Action item
Only lines with the word "canvas" belong in the answer; copy them from the records below.

[Data provided — start]

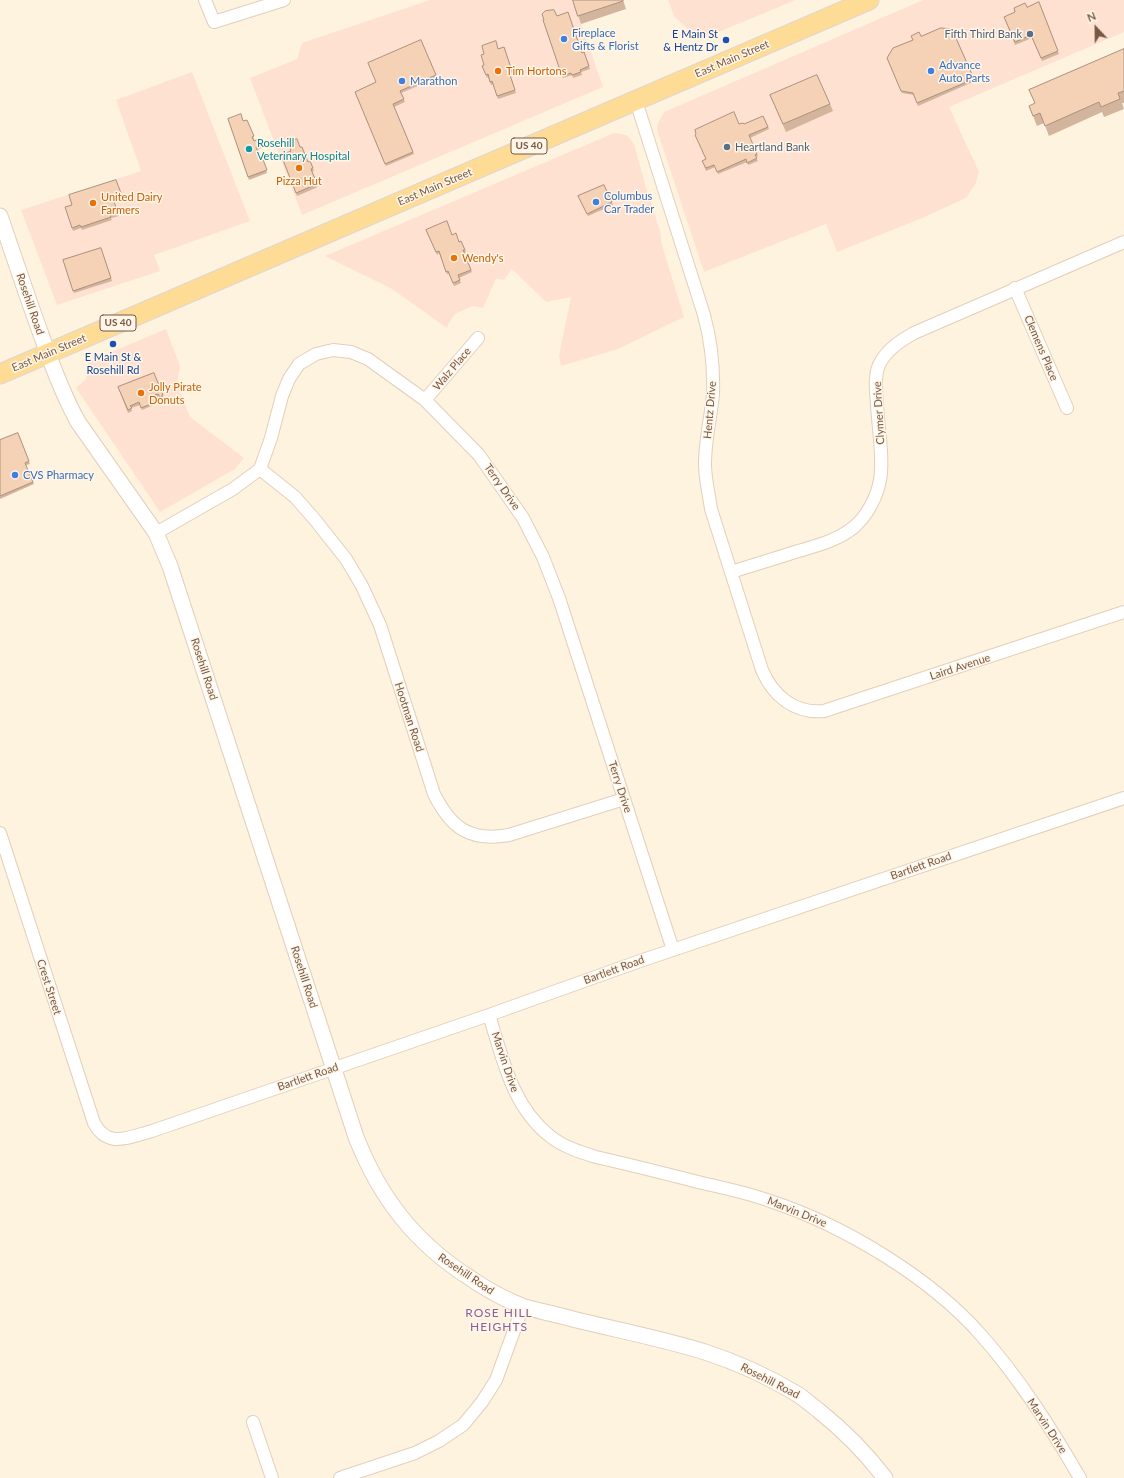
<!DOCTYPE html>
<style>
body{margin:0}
#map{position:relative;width:1124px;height:1478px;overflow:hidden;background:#fef3df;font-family:Lato,sans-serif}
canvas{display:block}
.north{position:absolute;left:1076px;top:8px;width:40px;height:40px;-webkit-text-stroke:3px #fff6e7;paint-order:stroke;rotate:338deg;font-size:11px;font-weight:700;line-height:16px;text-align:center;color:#765845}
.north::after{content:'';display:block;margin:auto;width:14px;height:18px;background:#765845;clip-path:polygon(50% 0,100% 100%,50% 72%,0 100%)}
</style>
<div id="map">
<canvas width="1124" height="1478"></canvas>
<div class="north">N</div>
</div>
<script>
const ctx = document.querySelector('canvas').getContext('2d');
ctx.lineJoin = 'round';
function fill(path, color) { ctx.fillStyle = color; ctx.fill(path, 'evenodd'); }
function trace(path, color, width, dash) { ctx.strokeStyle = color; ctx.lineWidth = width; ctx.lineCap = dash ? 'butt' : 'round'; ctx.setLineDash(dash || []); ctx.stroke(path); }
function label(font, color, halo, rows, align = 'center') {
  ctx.font = font + ' Lato,sans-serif'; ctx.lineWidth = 3; ctx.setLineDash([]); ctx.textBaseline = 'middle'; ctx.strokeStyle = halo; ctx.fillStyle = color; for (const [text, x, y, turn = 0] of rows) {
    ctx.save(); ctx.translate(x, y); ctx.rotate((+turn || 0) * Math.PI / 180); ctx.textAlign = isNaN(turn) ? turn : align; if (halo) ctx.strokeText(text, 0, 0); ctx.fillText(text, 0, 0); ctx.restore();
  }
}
fill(new Path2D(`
 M 430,0 L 573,0 L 603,87 L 302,215 L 250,78 L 297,59 L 302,43 Z
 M 668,0 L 796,0 L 699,40 L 674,16 Z
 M 923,0 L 1124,0 L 1124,32 L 949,107 L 979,172 L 975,185 L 966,198 L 920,219 L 837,252 L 826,224 L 704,272 L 657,130 L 658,123 L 664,112 Z
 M 192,72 L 250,221 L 154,255 L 160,271 L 57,305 L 21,210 L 141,171 L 116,100 Z
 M 614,133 L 622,134 L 628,136 L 634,144 L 645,184 L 660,231 L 662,245 L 684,317 L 618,349 L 561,366 L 559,356 L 571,297 L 546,302 L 512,269 L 504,280 L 496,279 L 483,308 L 473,306 L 455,314 L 449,323 L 447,328 L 392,289 L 325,256 Z
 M 166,329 L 180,366 L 177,383 L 190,417 L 244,458 L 235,469 L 160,512 L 76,388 L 86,379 L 89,367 L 88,362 Z`), '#ffe1d2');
const minor = new Path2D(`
 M 205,0 L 214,22 L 284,0
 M 636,101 L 704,315 C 711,341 714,367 713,394 C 711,417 705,440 705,464 C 705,479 709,494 711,509 L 762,670 C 773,696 795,714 824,711 L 1124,612
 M 1015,288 L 1067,408
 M 425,400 L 478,338
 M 260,469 L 295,497 L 316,521 L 346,559 L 362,586 L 380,625 L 434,794 C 451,828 470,842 509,835 L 624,799
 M 156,533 L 233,489 L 260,469 L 271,438 L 282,396 L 289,379 L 299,364 L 316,354 L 333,350 L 351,352 L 368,359 L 425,400 L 479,455 L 523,518 L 543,557 L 559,598 L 673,950
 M 731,572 C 753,565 774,559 795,552 C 815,546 837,541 854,527 C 867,516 877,497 880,480 C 884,459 878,427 877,404 C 876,392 874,376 879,365 C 886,350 900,341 914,333 L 1124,242
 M 0,833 L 94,1123 C 108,1149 129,1137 152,1131 L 489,1015 L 640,961 L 1124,798
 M 489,1015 C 503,1059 512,1107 551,1137 C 564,1147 580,1152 596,1157 C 631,1165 667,1174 702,1183 C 725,1188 748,1193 770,1201 C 843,1225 930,1277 981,1335 C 1020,1379 1051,1428 1080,1478
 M 253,1422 L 272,1478
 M 340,1478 L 415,1453 L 439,1441 L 463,1425 L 482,1402 L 496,1380 L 523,1306`);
const tertiary = new Path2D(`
 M 0,216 C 14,257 28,299 43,340 C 53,368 63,395 78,422 L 156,533 L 170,566 L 356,1137 C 380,1198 415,1243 470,1278 C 486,1289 504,1299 522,1306 C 534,1310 546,1312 557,1315 C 606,1328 657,1337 705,1352 C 736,1362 769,1377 797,1394 C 805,1399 811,1405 818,1410 C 843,1430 866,1453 885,1478`);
const primary = new Path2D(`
 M 0,374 L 869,0`);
trace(minor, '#e2cfba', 14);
trace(tertiary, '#e2cfba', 17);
trace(primary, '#ded7d2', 21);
trace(minor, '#fff', 12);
trace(tertiary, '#fff', 15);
trace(primary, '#ffdc95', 19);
fill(new Path2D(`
 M 573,0 L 623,0 L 626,9 L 581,24 Z
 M 1039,2 L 1059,54 L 1042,61 L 1032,38 L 1015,45 L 1004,17 Z
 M 557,16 L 582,53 L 584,52 L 590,69 L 581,72 L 582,75 L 573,78 L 572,75 L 563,78 L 543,20 Z
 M 952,29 L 975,81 L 918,106 L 914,95 L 902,93 L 887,58 L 913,40 L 921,36 Z
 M 421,40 L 437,78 L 401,93 L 405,102 L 394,107 L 414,154 L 386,166 L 355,92 L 376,82 Z
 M 504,47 L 513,73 L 510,74 L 516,93 L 498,99 L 493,84 L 491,85 L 488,77 L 487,78 L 482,66 L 484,65 L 498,49 Z
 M 1124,49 L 1124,103 L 1122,103 L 1124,109 L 1104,117 L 1102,112 L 1049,136 L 1044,123 L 1037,126 L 1029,106 L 1035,104 L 1029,90 Z
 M 770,95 L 830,104 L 833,111 L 786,132 Z
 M 763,116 L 769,129 L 750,138 L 758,156 L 756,157 L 758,161 L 748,165 L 747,162 L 718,174 L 715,167 L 706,171 L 702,161 L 705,159 L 739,124 L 744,124 Z
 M 228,119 L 243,121 L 247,120 L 254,139 L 253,139 L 254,141 L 258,139 L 262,148 L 257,150 L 259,155 L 261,154 L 267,173 L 249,180 Z
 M 300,147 L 308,162 L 313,168 L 314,171 L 312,171 L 318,187 L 297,196 L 281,155 Z
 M 116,180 L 122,196 L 113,199 L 119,216 L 111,218 L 112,220 L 82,230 L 81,228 L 73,231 L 72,228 L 72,205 Z
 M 604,185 L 613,205 L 588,216 L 578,196 Z
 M 426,230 L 452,235 L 459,242 L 461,241 L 466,252 L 464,253 L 472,272 L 459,278 L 461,283 L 454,286 L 449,274 L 447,274 L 439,253 L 437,255 Z
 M 101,248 L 112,281 L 74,293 L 63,260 Z
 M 154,373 L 164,398 L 160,399 L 159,396 L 156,398 L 158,403 L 142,410 L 140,405 L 131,408 L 132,411 L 128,413 L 118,387 Z
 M 18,433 L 30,464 L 26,465 L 34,484 L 0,499 L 0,440 Z`), '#d3b49c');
const building = new Path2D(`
 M 573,0 L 623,0 L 623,1 L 578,16 Z
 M 1039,2 L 1058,51 L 1041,58 L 1031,35 L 1015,42 L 1004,17 L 1015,12 L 1014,8 L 1025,3 L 1027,7 Z
 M 554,10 L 557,16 L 568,12 L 582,53 L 584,52 L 589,66 L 580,70 L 581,72 L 572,75 L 571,73 L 562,76 L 543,20 L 544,20 L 542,14 L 545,11 Z
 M 941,28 L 952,29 L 974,79 L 917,103 L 913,93 L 901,91 L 887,58 L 893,48 L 913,40 L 911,36 L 919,32 L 921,36 Z
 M 421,40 L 436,75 L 400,91 L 404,99 L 393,104 L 413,152 L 385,164 L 355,92 L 376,82 L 368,63 Z
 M 496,41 L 498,49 L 504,47 L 512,71 L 509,72 L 515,90 L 497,96 L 492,81 L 490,82 L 488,74 L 486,75 L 482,66 L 484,65 L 481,55 L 484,54 L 482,46 Z
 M 1124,49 L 1124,91 L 1118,93 L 1120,99 L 1101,107 L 1099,102 L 1045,126 L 1040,113 L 1033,116 L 1029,106 L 1035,103 L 1029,90 Z
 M 817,75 L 830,104 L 783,124 L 770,95 Z
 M 734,112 L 739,124 L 743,123 L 744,124 L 763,116 L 768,127 L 749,135 L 757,154 L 755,155 L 757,158 L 747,163 L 746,159 L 717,172 L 714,165 L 706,168 L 702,161 L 706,159 L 695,135 L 696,134 L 695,130 Z
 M 241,114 L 243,121 L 247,120 L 254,136 L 252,137 L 254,141 L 258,139 L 261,146 L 256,147 L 259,155 L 261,154 L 267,170 L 248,177 L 228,119 Z
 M 297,139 L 300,147 L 302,147 L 308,162 L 310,161 L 313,168 L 311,169 L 317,184 L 296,193 L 281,155 L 291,151 L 288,143 Z
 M 116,180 L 121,193 L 112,196 L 118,213 L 110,216 L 111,217 L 81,227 L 80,225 L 72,228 L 65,207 L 72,205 L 69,195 Z
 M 604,185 L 612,202 L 587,214 L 578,196 Z
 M 447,221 L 452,235 L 456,233 L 459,242 L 461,241 L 465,250 L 463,250 L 471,270 L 458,275 L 460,280 L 453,283 L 448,271 L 446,272 L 439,251 L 436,252 L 426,230 Z
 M 101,248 L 111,278 L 73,291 L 63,260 Z
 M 154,373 L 163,395 L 160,397 L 158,394 L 155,395 L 158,401 L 141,408 L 139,402 L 130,406 L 132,408 L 128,410 L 118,387 Z
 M 18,433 L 29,461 L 25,463 L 33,482 L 0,496 L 0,440 Z`);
fill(building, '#f5d1b5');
trace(building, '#ac927f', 1);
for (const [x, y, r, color] of [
 [1030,34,4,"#5c6f8a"],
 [564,39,4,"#3f7fe0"],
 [726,40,4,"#1a4fb4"],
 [498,71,4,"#e8710a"],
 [931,71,4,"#3f7fe0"],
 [402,81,4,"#3f7fe0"],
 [727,147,4,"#5c6f8a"],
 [249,149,4,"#0f9aa8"],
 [299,168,4,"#e8710a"],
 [596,202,4,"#3f7fe0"],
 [93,203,4,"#e8710a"],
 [454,258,4,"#e8710a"],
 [113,344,4,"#1a4fb4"],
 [141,393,4,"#e8710a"],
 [15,475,4,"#3f7fe0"]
]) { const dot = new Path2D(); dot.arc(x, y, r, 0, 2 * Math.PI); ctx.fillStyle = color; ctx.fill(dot); trace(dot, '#fff6e7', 1.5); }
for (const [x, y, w] of [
 [529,146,36],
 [118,323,36]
]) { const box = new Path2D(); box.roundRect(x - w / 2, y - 8, w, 16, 3); ctx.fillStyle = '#fff6e7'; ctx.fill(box); trace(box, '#765845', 1); }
label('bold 10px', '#765845', null, [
 ["US 40",529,146],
 ["US 40",118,323]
]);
label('11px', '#366cbe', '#fff6e7', [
 ["Fireplace",572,33],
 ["Gifts & Florist",572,46],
 ["Advance",939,65],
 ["Auto Parts",939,78],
 ["Marathon",410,81],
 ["Columbus",604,196],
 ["Car Trader",604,209],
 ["CVS Pharmacy",23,475]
], 'left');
label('11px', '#164399', '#fff6e7', [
 ["E Main St",718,34],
 ["& Hentz Dr",718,47],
 ["E Main St &",113,357,"center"],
 ["Rosehill Rd",113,370,"center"]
], 'right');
label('11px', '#4e5e75', '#fff6e7', [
 ["Fifth Third Bank",1022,34],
 ["Heartland Bank",735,147,"left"]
], 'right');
label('11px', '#765845', '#fff6e7', [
 ["East Main Street",732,59,-23],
 ["East Main Street",435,187,-23],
 ["Rosehill Road",30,304,71],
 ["Clemens Place",1041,348,67],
 ["East Main Street",49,353,-23],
 ["Walz Place",452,369,-50],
 ["Hentz Drive",710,410,-85],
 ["Clymer Drive",879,413,-93],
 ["Terry Drive",502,487,55],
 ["Laird Avenue",960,667,-18],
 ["Rosehill Road",204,669,72],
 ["Hootman Road",409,717,72],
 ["Terry Drive",620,787,72],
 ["Bartlett Road",921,866,-19],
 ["Bartlett Road",614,970,-20],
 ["Rosehill Road",304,977,72],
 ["Crest Street",49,987,72],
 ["Marvin Drive",505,1062,71],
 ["Bartlett Road",308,1077,-19],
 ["Marvin Drive",797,1212,22],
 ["Rosehill Road",466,1274,34],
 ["Rosehill Road",770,1381,27],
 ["Marvin Drive",1047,1426,57]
]);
label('11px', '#c56008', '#fff6e7', [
 ["Tim Hortons",506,71],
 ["Pizza Hut",299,181,"center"],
 ["United Dairy",101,197],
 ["Farmers",101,210],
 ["Wendy's",462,258],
 ["Jolly Pirate",149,387],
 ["Donuts",149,400]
], 'left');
label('11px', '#0d838f', '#fff6e7', [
 ["Rosehill",257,143],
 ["Veterinary Hospital",257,156]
], 'left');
ctx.letterSpacing = '1px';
label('12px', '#89609a', '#fff6e7', [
 ["ROSE HILL",499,1313],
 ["HEIGHTS",499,1327]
]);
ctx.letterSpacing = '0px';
</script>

[Data provided — finish]

Exercise answer
canvas{display:block}
<canvas width="1124" height="1478"></canvas>
const ctx = document.querySelector('canvas').getContext('2d');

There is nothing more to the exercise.